Your instructions
Reproduce the whole listing word for word. Leave every image out.

The input
______________________________
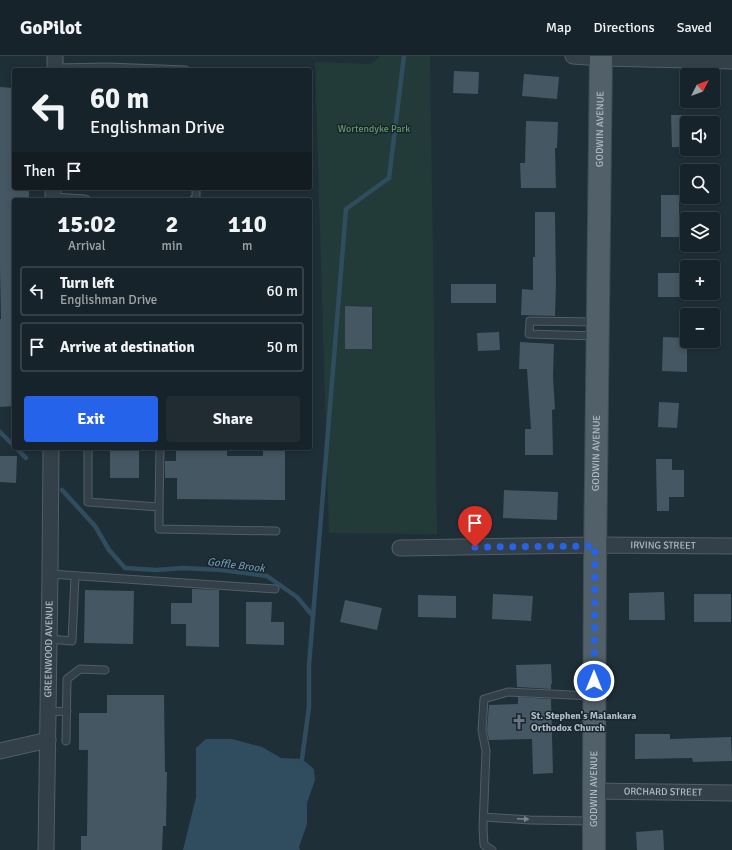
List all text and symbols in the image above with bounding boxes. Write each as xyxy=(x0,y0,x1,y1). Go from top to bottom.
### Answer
text: GoPilot xyxy=(20,16,82,40)
text: Map xyxy=(546,19,572,36)
text: Directions xyxy=(594,19,655,36)
text: Saved xyxy=(677,19,712,36)
north arrow xyxy=(680,68,720,108)
map controls xyxy=(680,68,720,348)
text: 60 m xyxy=(90,82,149,116)
icon: left xyxy=(24,84,76,136)
street label: GODWIN AVENUE xyxy=(594,91,607,167)
text: Englishman Drive xyxy=(90,116,225,138)
button: sound xyxy=(680,116,720,156)
park label: Wortendyke Park xyxy=(338,123,410,135)
icon: arrive xyxy=(63,160,85,182)
text: Then xyxy=(24,162,55,180)
button: search xyxy=(680,164,720,204)
text: 15:02 xyxy=(57,209,116,239)
text: 2 xyxy=(166,209,178,239)
text: 110 xyxy=(228,209,267,239)
button: layers xyxy=(680,212,720,252)
text: Arrival xyxy=(68,238,105,254)
text: min xyxy=(162,238,183,254)
text: m xyxy=(242,238,252,254)
button: + xyxy=(680,260,720,300)
text: Turn left xyxy=(60,274,114,292)
icon: left xyxy=(26,280,48,302)
text: 60 m xyxy=(267,282,298,300)
text: Englishman Drive xyxy=(60,292,157,308)
button: − xyxy=(680,308,720,348)
icon: arrive xyxy=(26,336,48,358)
text: Arrive at destination xyxy=(60,338,195,356)
text: 50 m xyxy=(267,338,298,356)
button: Exit xyxy=(24,396,158,442)
button: Share xyxy=(166,396,300,442)
street label: GODWIN AVENUE xyxy=(590,415,603,491)
pin xyxy=(458,506,492,547)
icon: arrive xyxy=(464,512,486,534)
street label: IRVING STREET xyxy=(630,539,696,552)
water label: Goffle Brook xyxy=(206,555,267,575)
street label: GREENWOOD AVENUE xyxy=(42,600,56,698)
position arrow xyxy=(573,660,615,702)
place label: St. Stephen's Malankara Orthodox Church xyxy=(531,710,636,734)
church icon: St. Stephen's Malankara Orthodox Church xyxy=(510,713,528,731)
street label: GODWIN AVENUE xyxy=(588,751,600,827)
street label: ORCHARD STREET xyxy=(624,785,702,799)
one-way arrow xyxy=(517,816,529,823)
______________________________
Your response
List all text and symbols in the image above with bounding boxes. Write each as xyxy=(x0,y0,x1,y1). Go from top to bottom.
### Answer
text: GoPilot xyxy=(20,16,82,40)
text: Map xyxy=(546,19,572,36)
text: Directions xyxy=(594,19,655,36)
text: Saved xyxy=(677,19,712,36)
north arrow xyxy=(680,68,720,108)
map controls xyxy=(680,68,720,348)
text: 60 m xyxy=(90,82,149,116)
icon: left xyxy=(24,84,76,136)
street label: GODWIN AVENUE xyxy=(594,91,607,167)
text: Englishman Drive xyxy=(90,116,225,138)
button: sound xyxy=(680,116,720,156)
park label: Wortendyke Park xyxy=(338,123,410,135)
icon: arrive xyxy=(63,160,85,182)
text: Then xyxy=(24,162,55,180)
button: search xyxy=(680,164,720,204)
text: 15:02 xyxy=(57,209,116,239)
text: 2 xyxy=(166,209,178,239)
text: 110 xyxy=(228,209,267,239)
button: layers xyxy=(680,212,720,252)
text: Arrival xyxy=(68,238,105,254)
text: min xyxy=(162,238,183,254)
text: m xyxy=(242,238,252,254)
button: + xyxy=(680,260,720,300)
text: Turn left xyxy=(60,274,114,292)
icon: left xyxy=(26,280,48,302)
text: 60 m xyxy=(267,282,298,300)
text: Englishman Drive xyxy=(60,292,157,308)
button: − xyxy=(680,308,720,348)
icon: arrive xyxy=(26,336,48,358)
text: Arrive at destination xyxy=(60,338,195,356)
text: 50 m xyxy=(267,338,298,356)
button: Exit xyxy=(24,396,158,442)
button: Share xyxy=(166,396,300,442)
street label: GODWIN AVENUE xyxy=(590,415,603,491)
pin xyxy=(458,506,492,547)
icon: arrive xyxy=(464,512,486,534)
street label: IRVING STREET xyxy=(630,539,696,552)
water label: Goffle Brook xyxy=(206,555,267,575)
street label: GREENWOOD AVENUE xyxy=(42,600,56,698)
position arrow xyxy=(573,660,615,702)
place label: St. Stephen's Malankara Orthodox Church xyxy=(531,710,636,734)
church icon: St. Stephen's Malankara Orthodox Church xyxy=(510,713,528,731)
street label: GODWIN AVENUE xyxy=(588,751,600,827)
street label: ORCHARD STREET xyxy=(624,785,702,799)
one-way arrow xyxy=(517,816,529,823)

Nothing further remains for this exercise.